Selasa, 27 Mei 2025 – Kehidupan pengemudi ojek online (ojol) semakin terhimpit. Kisah Rizal, Reza, dan Iqbal adalah cerminan dari kondisi yang dialami banyak pekerja platform saat ini. Pendapatan menurun drastis, potongan aplikasi semakin besar, sementara biaya hidup terus meningkat.
Rizal, seorang pengemudi ojol, setiap hari berjuang mencari nafkah sejak pukul 05.30 pagi. Namun, orderan semakin sepi. Bahkan fitur berbayar yang seharusnya meningkatkan orderan, tak memberikan hasil. Rizal merasa sistem aplikasi kini memprioritaskan mitra yang membayar lebih. Pendapatannya anjlok dari Rp 1,3 juta – Rp 1,5 juta per minggu menjadi hanya Rp 500 ribu – Rp 800 ribu. Dengan pengeluaran harian sekitar Rp 50 ribu untuk bensin dan makan, Rizal harus berhemat demi keluarga. Ia bekerja lebih dari 12 jam sehari, namun orderan tetap tak menentu. Potongan aplikasi pun semakin besar, mencapai 27% untuk pengantaran paket.
Reza, seorang kurir paket dan makanan, merasakan hal serupa. Tarif pengantaran menurun di tengah inflasi yang meningkat. Jarak 1-4 kilometer yang dulu dihargai Rp 9.600, kini hanya Rp 8.000 untuk makanan dan Rp 6.400 untuk pengantaran dari hub. Beban kerja juga bertambah dengan layanan antar cepat yang mengharuskan Reza membawa empat paket sekaligus. Sistem poin membuat Reza sulit menolak orderan. Untuk mendapatkan Rp 200 ribu – Rp 250 ribu per hari, ia harus bekerja minimal 12 jam. Dengan kondisi ini, Reza kesulitan mencapai penghasilan bulanan Rp 3 juta.
Iqbal, seorang mantan jurnalis yang beralih menjadi pengemudi ojol setelah di-PHK, juga merasakan kesulitan yang sama. Pendapatannya jauh berbeda dibandingkan saat ojol hanya menjadi pekerjaan sampingan. Dulu bisa mendapatkan Rp 200 ribu – Rp 300 ribu per hari, kini Rp 100 ribu saja sulit. Tarif dasar yang murah, potongan aplikasi yang besar, membuat penghasilan Iqbal tak menentu.
Ketua Serikat Pekerja Angkutan Indonesia (SPAI), Lily Pujiati, mengatakan bahwa pekerja platform semakin tertindas. Potongan aplikasi yang tidak transparan memperburuk keadaan. Waktu kerja yang tidak layak, 12-16 jam sehari tanpa hari libur, semakin membebani para pengemudi.

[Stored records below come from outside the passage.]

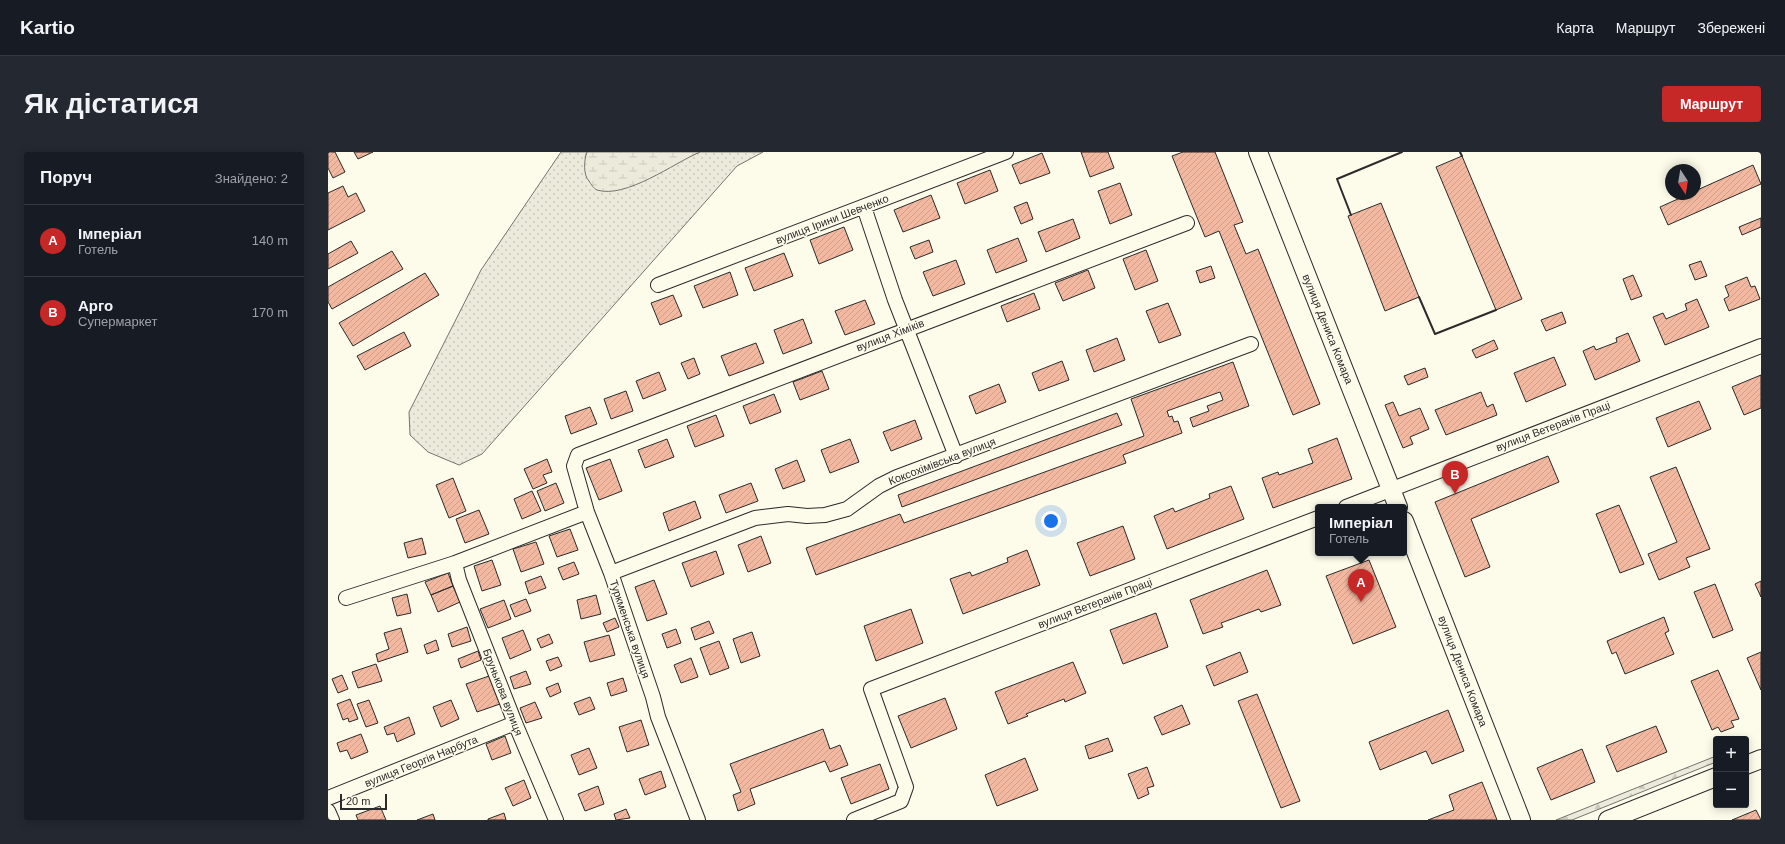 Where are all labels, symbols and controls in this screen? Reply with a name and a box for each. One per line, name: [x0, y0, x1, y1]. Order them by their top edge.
text: Kartio: [20, 17, 75, 38]
text: Карта: [1556, 20, 1594, 36]
text: Маршрут: [1616, 20, 1675, 36]
text: Збережені: [1697, 20, 1765, 36]
button: Маршрут: [1662, 86, 1761, 122]
text: Як дістатися: [24, 88, 199, 119]
north arrow: [1665, 164, 1701, 200]
text: Поруч: [40, 168, 92, 187]
text: Знайдено: 2: [215, 171, 288, 186]
street label: вулиця Ірини Шевченко: [774, 192, 890, 246]
text: Імперіал: [78, 225, 142, 242]
text: A: [48, 233, 58, 248]
text: 140 m: [252, 233, 288, 248]
text: Готель: [78, 242, 118, 257]
street label: вулиця Дениса Комара: [1300, 272, 1356, 387]
text: Арго: [78, 297, 113, 314]
text: B: [48, 305, 58, 320]
text: 170 m: [252, 305, 288, 320]
text: Супермаркет: [78, 314, 157, 329]
street label: вулиця Хіміків: [854, 317, 926, 353]
street label: вулиця Ветеранів Праці: [1494, 399, 1612, 453]
street label: Коксохімівська вулиця: [887, 435, 997, 487]
pin: B: [1442, 461, 1468, 494]
popup: [1315, 504, 1407, 556]
your location: [1041, 511, 1061, 531]
text: Імперіал: [1329, 514, 1393, 531]
text: Готель: [1329, 531, 1369, 546]
pin: A: [1348, 569, 1374, 602]
street label: вулиця Ветеранів Праці: [1036, 576, 1154, 630]
street label: Туркменська вулиця: [608, 578, 653, 680]
street label: вулиця Дениса Комара: [1436, 614, 1490, 729]
street label: Брунькова вулиця: [481, 647, 525, 737]
street label: вулиця Георгія Нарбута: [363, 733, 480, 789]
map controls: [1713, 736, 1749, 808]
button: +: [1713, 736, 1749, 772]
button: −: [1713, 772, 1749, 808]
scale bar: [340, 792, 387, 811]
text: 20 m: [346, 795, 370, 807]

Pakar hukum ketenagakerjaan dan perburuhan Universitas Gadjah Mada (UGM), Nabiyla Risfa Izzati, menilai sistem kerja ojol saat ini sangat dekat dengan eksploitatif. Potongan pendapatan yang besar dan skema langganan program yang merugikan, membuat pekerjaan gig jauh dari kata layak.

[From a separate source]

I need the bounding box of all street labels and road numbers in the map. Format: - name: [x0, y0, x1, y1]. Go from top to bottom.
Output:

Nabiyla menekankan pentingnya regulasi yang adil dan berpihak pada pekerja. Tanpa aturan yang jelas, hubungan kemitraan hanya akan menjadi eksploitasi, dengan beban berat di pundak pengemudi dan keuntungan di tangan aplikator. Regulasi harus dibuat oleh negara, bukan oleh perusahaan, agar tidak hanya menguntungkan platform. Selama ini, regulasi yang ada belum cukup menjawab persoalan.
Para pengemudi ojol berharap pemerintah turun tangan lebih serius mengawasi aplikator dan memberikan jaminan sosial yang layak. Keadilan dan kesejahteraan menjadi harapan utama bagi para pekerja platform di tengah himpitan ekonomi digital.